So here I am. I’ve watched the 10-minute safety video as 3 young-ish men walk in to watch the video. I notice they are very polite to me and they seem sort of laid back. I think one was white, one appeared to be asian and the third man was black. They seemed chill and yet respectful of the process to watch the video before going into the range. 

I had been paying attention to the energy of the lobby, of the people working there and of the few patrons passing through the expansive lobby area. Everyone was white and most were men, though at least one woman was working there. Mind you – I want to mention that this indoor range is in Manassas, Virginia – and about 30 miles outside of Washington, D.C. – Manassas is known for the Manassas National Battlefield Park, the site of 2 major Civil War battles. I half expected to see confederate flags as I drove south and a little west from where we live near Dulles airport and into the parking lot….and in the windows of the vehicles parked there. This was The South technically. And while I live in Northern Virginia, 3 miles out from Dulles and about 20 miles north and a little east of Manassas, I feel like I might have traveled into a different state altogether. 

Jody put ear protection on me and led the way into the range itself, pulling behind a duffle bag on wheels with her gear. Bullets and guns. 

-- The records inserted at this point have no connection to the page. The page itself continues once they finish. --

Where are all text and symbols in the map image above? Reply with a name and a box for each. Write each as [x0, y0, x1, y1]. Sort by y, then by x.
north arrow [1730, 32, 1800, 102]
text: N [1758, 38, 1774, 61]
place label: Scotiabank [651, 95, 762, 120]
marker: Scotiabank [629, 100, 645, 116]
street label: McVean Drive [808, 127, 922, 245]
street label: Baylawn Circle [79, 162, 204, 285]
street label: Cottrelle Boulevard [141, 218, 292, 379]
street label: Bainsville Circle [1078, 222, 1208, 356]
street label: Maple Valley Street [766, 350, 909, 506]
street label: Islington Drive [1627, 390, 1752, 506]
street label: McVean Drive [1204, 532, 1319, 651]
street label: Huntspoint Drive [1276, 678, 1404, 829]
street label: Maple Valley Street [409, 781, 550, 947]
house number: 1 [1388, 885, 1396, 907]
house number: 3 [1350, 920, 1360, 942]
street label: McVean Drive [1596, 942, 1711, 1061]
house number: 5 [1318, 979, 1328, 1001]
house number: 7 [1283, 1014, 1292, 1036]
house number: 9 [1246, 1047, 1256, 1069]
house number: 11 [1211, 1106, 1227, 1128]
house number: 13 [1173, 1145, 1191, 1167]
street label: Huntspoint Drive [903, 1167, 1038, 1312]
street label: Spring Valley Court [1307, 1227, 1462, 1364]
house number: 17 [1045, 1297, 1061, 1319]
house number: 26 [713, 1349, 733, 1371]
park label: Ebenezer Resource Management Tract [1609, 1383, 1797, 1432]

I don’t know how to describe the adrenaline I felt as we went through the first door toward the range. I could hear gun fire – live gun fire for the first time in my life. Yeah, I’ve heard guns and I’ve watched guns on TV shows and in movies for as long as I can remember. Even in comedy movies there are guns. We are de-sensitized to violence on TV and in movies because we see it so often. 

I was NOT de-sensitized as I walked into the range. I was hyper-sensitized – if that’s a word! When we walked through the second door – being careful to close behind us the first door – I saw a few empty lanes and felt and saw and heard the shots being fired by clusters of white men – in groups of 2 and 3. Hot cases were flying at their feet and in front of them and beside them. Their targets were riddled with holes. The sound of all the bullets was so loud, with very little relief in between. My adrenaline was through the roof and I breathed and willed myself to be calm and to pay attention to everything Jody was showing me and telling me. It was near impossible to think about anything else than what was now happening in the lane next to us on our left. Fortunately on our right was a solid wall. Hot cases were flying everywhere. Shots were being fired next to us using large bullets and some kind of rifles or long guns. There was a man who appeared to be my age-ish (in his mid-50’s), another man maybe in his 40’s and two young kids – presumably the sons of these men – one maybe in his teens and the other around my daughter’s age, 11. I was so distracted by all of their movements immediately to our left and diagonally behind us. There were so many guns and so many bullets. And the sounds of the shots over and over again, I couldn’t help but think about this is what the victims and survivors of Pulse and Sandyhook and Parkland must have heard. So loud, non-stop and sickening. Each shot caused my body to jerk and vibrated from my core throughout my body. It was beyond unsettling. 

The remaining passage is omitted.